*Activity:*
Only the pictures should be dropped; every line of the data must come back exactly as written.

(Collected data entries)

== Segment start ==

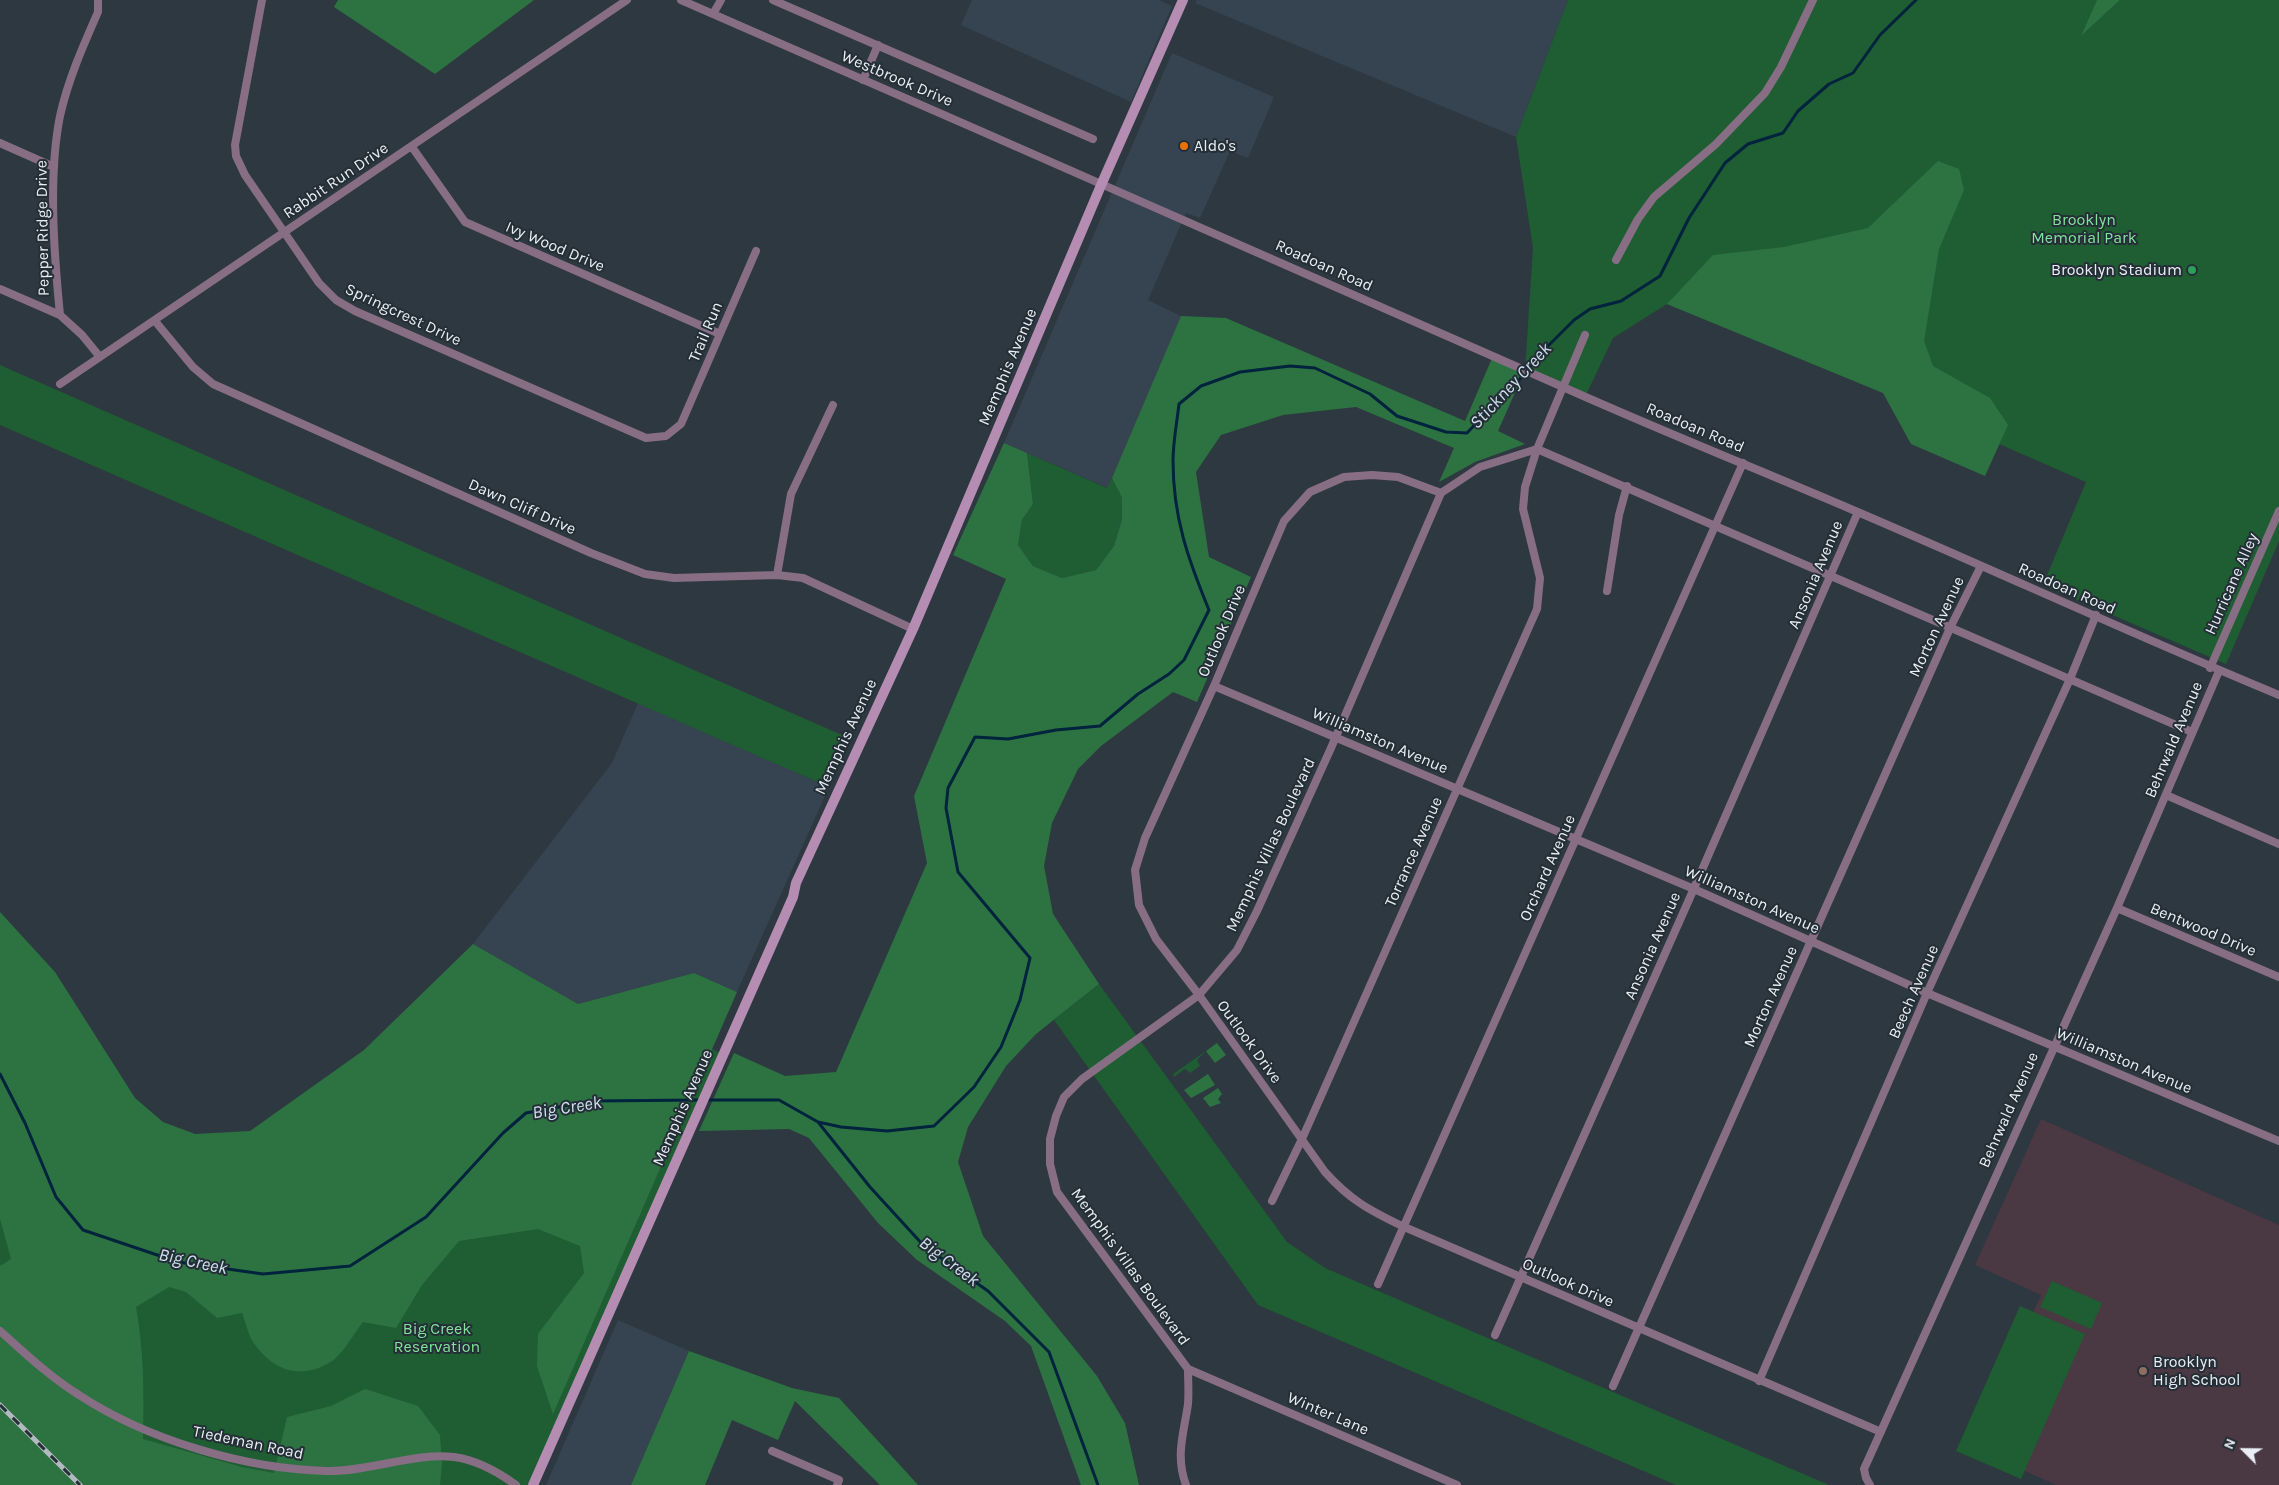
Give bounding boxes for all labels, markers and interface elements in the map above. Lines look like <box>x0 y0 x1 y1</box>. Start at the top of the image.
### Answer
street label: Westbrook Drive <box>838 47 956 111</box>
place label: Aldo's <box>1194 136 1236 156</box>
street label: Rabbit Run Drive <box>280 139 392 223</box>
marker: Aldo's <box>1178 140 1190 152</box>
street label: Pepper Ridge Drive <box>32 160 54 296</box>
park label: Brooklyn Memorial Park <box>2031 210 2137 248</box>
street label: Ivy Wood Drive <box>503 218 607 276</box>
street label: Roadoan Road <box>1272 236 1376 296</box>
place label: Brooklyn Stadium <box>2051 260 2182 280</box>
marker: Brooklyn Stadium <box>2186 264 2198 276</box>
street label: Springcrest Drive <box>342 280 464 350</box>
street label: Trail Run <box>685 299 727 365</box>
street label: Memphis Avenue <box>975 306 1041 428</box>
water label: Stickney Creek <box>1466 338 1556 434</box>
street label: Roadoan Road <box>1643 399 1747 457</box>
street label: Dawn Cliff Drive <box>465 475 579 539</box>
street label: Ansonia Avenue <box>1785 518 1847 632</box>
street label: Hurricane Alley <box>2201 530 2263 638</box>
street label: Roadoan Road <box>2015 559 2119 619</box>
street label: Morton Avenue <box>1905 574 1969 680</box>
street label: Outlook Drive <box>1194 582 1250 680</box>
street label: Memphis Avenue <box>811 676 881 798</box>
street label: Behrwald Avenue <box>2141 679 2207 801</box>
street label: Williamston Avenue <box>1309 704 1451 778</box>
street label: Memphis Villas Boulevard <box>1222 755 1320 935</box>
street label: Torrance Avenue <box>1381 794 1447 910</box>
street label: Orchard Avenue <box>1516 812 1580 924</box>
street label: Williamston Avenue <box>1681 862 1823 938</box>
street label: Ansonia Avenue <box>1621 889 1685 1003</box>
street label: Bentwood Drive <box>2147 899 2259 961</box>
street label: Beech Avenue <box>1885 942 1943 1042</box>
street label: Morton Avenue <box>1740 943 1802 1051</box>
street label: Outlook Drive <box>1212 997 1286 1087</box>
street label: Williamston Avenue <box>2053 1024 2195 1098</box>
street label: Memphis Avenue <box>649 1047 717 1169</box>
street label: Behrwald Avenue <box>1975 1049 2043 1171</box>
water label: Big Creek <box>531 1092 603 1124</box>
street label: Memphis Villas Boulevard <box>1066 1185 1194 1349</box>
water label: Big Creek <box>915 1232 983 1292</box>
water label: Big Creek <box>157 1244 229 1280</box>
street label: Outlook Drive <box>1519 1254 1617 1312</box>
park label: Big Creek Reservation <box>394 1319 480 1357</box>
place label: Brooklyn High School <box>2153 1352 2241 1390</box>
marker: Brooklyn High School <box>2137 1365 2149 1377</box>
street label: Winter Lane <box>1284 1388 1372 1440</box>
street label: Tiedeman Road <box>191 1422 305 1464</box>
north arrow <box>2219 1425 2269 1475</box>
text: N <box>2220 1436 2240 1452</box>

== Segment end ==

*Reply:*
Give bounding boxes for all labels, markers and interface elements in the map above. Lines look like <box>x0 y0 x1 y1</box>. Start at the top of the image.
### Answer
street label: Westbrook Drive <box>838 47 956 111</box>
place label: Aldo's <box>1194 136 1236 156</box>
street label: Rabbit Run Drive <box>280 139 392 223</box>
marker: Aldo's <box>1178 140 1190 152</box>
street label: Pepper Ridge Drive <box>32 160 54 296</box>
park label: Brooklyn Memorial Park <box>2031 210 2137 248</box>
street label: Ivy Wood Drive <box>503 218 607 276</box>
street label: Roadoan Road <box>1272 236 1376 296</box>
place label: Brooklyn Stadium <box>2051 260 2182 280</box>
marker: Brooklyn Stadium <box>2186 264 2198 276</box>
street label: Springcrest Drive <box>342 280 464 350</box>
street label: Trail Run <box>685 299 727 365</box>
street label: Memphis Avenue <box>975 306 1041 428</box>
water label: Stickney Creek <box>1466 338 1556 434</box>
street label: Roadoan Road <box>1643 399 1747 457</box>
street label: Dawn Cliff Drive <box>465 475 579 539</box>
street label: Ansonia Avenue <box>1785 518 1847 632</box>
street label: Hurricane Alley <box>2201 530 2263 638</box>
street label: Roadoan Road <box>2015 559 2119 619</box>
street label: Morton Avenue <box>1905 574 1969 680</box>
street label: Outlook Drive <box>1194 582 1250 680</box>
street label: Memphis Avenue <box>811 676 881 798</box>
street label: Behrwald Avenue <box>2141 679 2207 801</box>
street label: Williamston Avenue <box>1309 704 1451 778</box>
street label: Memphis Villas Boulevard <box>1222 755 1320 935</box>
street label: Torrance Avenue <box>1381 794 1447 910</box>
street label: Orchard Avenue <box>1516 812 1580 924</box>
street label: Williamston Avenue <box>1681 862 1823 938</box>
street label: Ansonia Avenue <box>1621 889 1685 1003</box>
street label: Bentwood Drive <box>2147 899 2259 961</box>
street label: Beech Avenue <box>1885 942 1943 1042</box>
street label: Morton Avenue <box>1740 943 1802 1051</box>
street label: Outlook Drive <box>1212 997 1286 1087</box>
street label: Williamston Avenue <box>2053 1024 2195 1098</box>
street label: Memphis Avenue <box>649 1047 717 1169</box>
street label: Behrwald Avenue <box>1975 1049 2043 1171</box>
water label: Big Creek <box>531 1092 603 1124</box>
street label: Memphis Villas Boulevard <box>1066 1185 1194 1349</box>
water label: Big Creek <box>915 1232 983 1292</box>
water label: Big Creek <box>157 1244 229 1280</box>
street label: Outlook Drive <box>1519 1254 1617 1312</box>
park label: Big Creek Reservation <box>394 1319 480 1357</box>
place label: Brooklyn High School <box>2153 1352 2241 1390</box>
marker: Brooklyn High School <box>2137 1365 2149 1377</box>
street label: Winter Lane <box>1284 1388 1372 1440</box>
street label: Tiedeman Road <box>191 1422 305 1464</box>
north arrow <box>2219 1425 2269 1475</box>
text: N <box>2220 1436 2240 1452</box>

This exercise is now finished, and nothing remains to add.